» What is required: The lines from the first line of the entries through the line containing "display:grid; place-items:center; width:51px;" are to be repeated exactly, with both of those lines included.

» Records for the task:

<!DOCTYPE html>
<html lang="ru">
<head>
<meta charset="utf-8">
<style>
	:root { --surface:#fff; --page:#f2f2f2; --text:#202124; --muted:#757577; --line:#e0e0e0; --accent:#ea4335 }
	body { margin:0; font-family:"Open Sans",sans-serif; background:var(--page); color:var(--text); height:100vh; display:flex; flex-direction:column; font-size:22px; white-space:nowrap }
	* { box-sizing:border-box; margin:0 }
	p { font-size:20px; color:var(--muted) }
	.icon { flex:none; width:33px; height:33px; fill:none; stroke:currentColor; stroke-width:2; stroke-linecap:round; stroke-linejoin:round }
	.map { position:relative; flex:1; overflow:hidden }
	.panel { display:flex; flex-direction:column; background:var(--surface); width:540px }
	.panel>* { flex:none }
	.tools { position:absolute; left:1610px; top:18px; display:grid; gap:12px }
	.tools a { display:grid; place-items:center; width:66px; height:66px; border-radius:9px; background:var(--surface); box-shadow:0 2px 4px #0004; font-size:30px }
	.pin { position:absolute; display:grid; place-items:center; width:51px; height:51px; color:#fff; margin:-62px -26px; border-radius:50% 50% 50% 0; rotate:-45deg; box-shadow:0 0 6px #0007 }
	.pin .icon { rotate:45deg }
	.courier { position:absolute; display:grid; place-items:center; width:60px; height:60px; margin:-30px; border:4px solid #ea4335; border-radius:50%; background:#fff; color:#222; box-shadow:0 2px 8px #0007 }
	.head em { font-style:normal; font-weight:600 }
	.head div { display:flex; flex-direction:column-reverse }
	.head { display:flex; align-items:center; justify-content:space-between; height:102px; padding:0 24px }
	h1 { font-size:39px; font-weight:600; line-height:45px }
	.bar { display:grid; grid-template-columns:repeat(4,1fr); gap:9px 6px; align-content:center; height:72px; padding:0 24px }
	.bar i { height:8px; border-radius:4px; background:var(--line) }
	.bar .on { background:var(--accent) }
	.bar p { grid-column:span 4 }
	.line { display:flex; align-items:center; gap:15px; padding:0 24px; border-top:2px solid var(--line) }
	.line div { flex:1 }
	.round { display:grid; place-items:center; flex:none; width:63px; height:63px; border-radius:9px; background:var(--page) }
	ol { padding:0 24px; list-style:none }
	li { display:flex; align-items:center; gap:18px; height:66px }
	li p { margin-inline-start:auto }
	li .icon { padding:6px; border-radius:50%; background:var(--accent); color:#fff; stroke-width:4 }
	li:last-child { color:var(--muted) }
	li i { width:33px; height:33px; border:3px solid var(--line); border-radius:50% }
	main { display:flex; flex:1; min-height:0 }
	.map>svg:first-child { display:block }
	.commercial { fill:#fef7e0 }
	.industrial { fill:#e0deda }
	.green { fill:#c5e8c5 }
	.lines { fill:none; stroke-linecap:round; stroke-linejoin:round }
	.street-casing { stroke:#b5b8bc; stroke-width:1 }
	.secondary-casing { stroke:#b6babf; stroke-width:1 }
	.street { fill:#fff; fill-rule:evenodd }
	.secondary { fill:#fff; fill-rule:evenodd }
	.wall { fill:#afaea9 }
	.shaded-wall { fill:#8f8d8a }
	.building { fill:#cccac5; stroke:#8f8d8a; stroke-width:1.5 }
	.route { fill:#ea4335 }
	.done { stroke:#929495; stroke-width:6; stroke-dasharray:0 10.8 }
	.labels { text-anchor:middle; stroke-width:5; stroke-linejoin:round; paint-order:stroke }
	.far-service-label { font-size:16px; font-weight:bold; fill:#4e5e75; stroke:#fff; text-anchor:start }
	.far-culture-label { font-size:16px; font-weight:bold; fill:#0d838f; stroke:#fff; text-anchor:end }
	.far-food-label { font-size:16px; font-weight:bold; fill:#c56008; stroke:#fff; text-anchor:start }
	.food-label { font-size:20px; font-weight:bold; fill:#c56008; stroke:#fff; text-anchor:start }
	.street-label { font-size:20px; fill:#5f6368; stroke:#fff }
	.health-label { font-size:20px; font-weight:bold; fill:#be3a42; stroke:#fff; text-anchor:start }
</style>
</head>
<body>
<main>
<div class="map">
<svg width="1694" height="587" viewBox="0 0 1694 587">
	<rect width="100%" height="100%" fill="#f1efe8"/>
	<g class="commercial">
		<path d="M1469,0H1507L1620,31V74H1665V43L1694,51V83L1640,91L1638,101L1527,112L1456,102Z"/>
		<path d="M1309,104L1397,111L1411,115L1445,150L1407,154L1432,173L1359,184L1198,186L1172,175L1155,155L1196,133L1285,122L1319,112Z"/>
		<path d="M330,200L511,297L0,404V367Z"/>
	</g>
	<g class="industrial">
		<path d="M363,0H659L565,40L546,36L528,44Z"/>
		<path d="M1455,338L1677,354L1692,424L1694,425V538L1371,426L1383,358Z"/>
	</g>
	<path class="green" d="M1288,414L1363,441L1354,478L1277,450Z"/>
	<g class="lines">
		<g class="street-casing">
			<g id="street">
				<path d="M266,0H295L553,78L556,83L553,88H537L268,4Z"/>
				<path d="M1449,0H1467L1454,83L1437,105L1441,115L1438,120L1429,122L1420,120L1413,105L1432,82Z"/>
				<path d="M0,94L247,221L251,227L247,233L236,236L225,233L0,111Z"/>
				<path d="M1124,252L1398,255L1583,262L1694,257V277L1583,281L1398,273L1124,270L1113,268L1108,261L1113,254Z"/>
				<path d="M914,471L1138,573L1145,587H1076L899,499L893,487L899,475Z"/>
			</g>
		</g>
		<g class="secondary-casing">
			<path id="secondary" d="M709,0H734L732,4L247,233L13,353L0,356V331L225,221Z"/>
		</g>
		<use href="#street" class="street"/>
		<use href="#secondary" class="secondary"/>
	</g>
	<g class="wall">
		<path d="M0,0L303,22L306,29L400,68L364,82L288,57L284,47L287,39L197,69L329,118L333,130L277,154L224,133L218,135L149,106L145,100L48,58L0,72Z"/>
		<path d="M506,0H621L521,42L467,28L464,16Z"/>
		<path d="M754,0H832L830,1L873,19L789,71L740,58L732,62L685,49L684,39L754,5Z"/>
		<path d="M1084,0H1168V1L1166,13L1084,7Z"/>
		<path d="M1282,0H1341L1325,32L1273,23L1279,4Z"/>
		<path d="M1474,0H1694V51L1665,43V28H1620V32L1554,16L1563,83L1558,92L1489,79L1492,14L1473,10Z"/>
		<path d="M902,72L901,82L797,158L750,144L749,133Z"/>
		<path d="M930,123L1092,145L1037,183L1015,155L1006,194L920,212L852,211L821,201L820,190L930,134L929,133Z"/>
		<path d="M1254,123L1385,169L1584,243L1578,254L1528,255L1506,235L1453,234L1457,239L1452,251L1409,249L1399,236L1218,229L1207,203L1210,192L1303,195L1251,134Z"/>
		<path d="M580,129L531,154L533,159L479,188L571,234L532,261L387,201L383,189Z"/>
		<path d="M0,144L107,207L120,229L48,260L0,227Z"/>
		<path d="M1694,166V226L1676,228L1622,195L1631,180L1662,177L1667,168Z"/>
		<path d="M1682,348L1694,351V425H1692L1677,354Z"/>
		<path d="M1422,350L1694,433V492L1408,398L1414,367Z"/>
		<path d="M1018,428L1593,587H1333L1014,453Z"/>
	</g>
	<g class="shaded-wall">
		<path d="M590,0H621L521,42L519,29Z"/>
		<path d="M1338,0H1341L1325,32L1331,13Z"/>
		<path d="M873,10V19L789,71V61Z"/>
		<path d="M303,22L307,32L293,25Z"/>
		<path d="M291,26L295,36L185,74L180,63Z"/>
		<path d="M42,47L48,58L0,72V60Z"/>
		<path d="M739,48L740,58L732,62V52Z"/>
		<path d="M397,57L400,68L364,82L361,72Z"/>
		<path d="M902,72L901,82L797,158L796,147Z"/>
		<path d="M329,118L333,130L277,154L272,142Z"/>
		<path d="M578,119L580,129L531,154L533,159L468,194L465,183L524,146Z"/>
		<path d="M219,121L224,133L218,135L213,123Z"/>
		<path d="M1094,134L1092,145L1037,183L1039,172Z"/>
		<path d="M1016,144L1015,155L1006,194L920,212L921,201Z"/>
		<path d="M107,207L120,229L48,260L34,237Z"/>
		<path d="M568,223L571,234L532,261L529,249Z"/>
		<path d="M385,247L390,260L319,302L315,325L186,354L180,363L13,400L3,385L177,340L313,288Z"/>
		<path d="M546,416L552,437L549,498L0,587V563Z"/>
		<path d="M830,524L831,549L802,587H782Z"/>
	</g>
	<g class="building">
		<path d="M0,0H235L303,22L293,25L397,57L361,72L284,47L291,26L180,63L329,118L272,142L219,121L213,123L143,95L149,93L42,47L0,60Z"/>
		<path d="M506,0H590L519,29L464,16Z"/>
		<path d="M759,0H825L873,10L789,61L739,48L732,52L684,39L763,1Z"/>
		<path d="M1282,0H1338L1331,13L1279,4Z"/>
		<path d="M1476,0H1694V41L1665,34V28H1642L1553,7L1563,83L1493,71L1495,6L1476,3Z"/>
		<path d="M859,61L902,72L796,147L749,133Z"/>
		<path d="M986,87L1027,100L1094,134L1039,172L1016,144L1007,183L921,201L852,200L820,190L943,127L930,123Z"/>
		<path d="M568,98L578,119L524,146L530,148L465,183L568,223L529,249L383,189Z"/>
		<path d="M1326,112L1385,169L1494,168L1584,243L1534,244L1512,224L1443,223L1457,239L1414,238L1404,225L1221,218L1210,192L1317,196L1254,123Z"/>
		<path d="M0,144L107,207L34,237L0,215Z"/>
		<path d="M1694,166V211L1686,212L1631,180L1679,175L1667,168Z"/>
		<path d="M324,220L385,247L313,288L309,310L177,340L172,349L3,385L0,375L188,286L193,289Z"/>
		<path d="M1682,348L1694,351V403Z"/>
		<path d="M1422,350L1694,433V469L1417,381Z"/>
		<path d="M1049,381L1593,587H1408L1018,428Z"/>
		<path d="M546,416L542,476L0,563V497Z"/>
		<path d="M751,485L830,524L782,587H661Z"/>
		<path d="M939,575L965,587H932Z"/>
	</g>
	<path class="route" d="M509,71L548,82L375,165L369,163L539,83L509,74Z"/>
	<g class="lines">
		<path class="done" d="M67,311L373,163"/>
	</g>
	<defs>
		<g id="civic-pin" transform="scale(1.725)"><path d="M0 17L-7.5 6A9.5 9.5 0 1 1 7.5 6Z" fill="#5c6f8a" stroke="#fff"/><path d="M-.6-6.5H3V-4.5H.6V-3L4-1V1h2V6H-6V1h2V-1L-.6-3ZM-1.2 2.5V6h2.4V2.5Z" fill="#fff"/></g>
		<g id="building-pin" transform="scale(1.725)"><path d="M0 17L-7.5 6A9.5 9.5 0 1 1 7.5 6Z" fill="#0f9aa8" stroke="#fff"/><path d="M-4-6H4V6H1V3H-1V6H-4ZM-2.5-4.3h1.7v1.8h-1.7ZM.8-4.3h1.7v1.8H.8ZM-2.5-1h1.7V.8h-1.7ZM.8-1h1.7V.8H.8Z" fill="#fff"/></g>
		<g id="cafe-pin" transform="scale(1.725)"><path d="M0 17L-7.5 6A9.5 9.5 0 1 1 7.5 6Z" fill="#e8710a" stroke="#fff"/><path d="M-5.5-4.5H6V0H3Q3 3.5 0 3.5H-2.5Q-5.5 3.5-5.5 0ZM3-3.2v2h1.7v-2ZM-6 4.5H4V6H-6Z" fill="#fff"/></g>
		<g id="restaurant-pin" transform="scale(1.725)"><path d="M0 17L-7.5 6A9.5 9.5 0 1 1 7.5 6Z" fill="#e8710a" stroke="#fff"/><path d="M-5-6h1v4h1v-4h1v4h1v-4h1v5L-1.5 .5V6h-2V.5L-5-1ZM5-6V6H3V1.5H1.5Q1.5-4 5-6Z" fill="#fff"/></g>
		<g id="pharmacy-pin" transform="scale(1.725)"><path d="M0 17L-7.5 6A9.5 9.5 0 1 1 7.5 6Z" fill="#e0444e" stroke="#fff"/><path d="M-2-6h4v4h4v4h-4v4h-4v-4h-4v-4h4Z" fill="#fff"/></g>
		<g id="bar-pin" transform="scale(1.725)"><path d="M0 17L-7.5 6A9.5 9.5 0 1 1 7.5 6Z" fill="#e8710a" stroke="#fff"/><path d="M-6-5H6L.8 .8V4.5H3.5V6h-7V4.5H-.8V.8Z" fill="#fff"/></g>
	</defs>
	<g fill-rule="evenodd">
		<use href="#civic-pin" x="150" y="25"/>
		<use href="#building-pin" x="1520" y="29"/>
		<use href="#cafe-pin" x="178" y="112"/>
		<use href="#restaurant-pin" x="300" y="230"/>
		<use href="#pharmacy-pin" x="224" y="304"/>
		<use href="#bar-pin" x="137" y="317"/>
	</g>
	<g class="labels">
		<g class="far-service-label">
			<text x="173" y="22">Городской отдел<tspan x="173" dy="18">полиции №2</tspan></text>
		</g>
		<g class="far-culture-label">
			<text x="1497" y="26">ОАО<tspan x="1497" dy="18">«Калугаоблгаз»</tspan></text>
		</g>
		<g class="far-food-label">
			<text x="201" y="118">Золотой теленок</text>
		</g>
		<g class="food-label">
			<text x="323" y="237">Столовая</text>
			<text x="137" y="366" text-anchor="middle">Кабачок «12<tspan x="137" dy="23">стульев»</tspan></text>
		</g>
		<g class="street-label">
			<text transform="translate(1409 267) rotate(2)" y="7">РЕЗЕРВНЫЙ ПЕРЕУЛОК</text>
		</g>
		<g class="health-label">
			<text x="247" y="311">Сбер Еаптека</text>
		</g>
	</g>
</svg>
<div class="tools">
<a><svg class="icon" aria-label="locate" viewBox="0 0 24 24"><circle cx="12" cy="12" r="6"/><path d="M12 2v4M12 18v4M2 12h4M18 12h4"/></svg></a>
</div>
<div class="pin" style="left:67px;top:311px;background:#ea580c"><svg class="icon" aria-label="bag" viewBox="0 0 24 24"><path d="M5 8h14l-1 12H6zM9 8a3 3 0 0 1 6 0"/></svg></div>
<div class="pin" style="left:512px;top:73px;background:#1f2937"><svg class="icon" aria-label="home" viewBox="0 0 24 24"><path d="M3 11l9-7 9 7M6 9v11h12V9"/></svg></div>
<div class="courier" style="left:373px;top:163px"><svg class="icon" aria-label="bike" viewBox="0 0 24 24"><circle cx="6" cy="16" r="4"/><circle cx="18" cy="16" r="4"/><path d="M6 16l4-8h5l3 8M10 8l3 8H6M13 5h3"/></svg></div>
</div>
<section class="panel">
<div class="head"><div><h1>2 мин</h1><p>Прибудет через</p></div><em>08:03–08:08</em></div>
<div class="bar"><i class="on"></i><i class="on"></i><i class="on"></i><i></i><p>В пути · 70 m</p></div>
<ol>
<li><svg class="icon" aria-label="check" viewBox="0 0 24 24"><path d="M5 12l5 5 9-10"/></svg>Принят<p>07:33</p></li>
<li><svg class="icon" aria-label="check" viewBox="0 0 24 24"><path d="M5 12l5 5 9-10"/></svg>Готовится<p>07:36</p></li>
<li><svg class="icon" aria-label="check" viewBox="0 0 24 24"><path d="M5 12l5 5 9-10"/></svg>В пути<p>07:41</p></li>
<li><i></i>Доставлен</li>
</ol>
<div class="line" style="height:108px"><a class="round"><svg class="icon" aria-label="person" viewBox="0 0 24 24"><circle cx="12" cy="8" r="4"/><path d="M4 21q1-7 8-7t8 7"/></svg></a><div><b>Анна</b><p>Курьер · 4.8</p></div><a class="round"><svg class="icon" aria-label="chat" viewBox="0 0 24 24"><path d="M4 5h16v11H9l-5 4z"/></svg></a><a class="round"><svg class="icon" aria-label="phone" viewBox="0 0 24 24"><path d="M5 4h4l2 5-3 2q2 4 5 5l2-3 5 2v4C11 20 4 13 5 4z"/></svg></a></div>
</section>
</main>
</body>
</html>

» Exercise answer:
<!DOCTYPE html>
<html lang="ru">
<head>
<meta charset="utf-8">
<style>
	:root { --surface:#fff; --page:#f2f2f2; --text:#202124; --muted:#757577; --line:#e0e0e0; --accent:#ea4335 }
	body { margin:0; font-family:"Open Sans",sans-serif; background:var(--page); color:var(--text); height:100vh; display:flex; flex-direction:column; font-size:22px; white-space:nowrap }
	* { box-sizing:border-box; margin:0 }
	p { font-size:20px; color:var(--muted) }
	.icon { flex:none; width:33px; height:33px; fill:none; stroke:currentColor; stroke-width:2; stroke-linecap:round; stroke-linejoin:round }
	.map { position:relative; flex:1; overflow:hidden }
	.panel { display:flex; flex-direction:column; background:var(--surface); width:540px }
	.panel>* { flex:none }
	.tools { position:absolute; left:1610px; top:18px; display:grid; gap:12px }
	.tools a { display:grid; place-items:center; width:66px; height:66px; border-radius:9px; background:var(--surface); box-shadow:0 2px 4px #0004; font-size:30px }
	.pin { position:absolute; display:grid; place-items:center; width:51px; height:51px; color:#fff; margin:-62px -26px; border-radius:50% 50% 50% 0; rotate:-45deg; box-shadow:0 0 6px #0007 }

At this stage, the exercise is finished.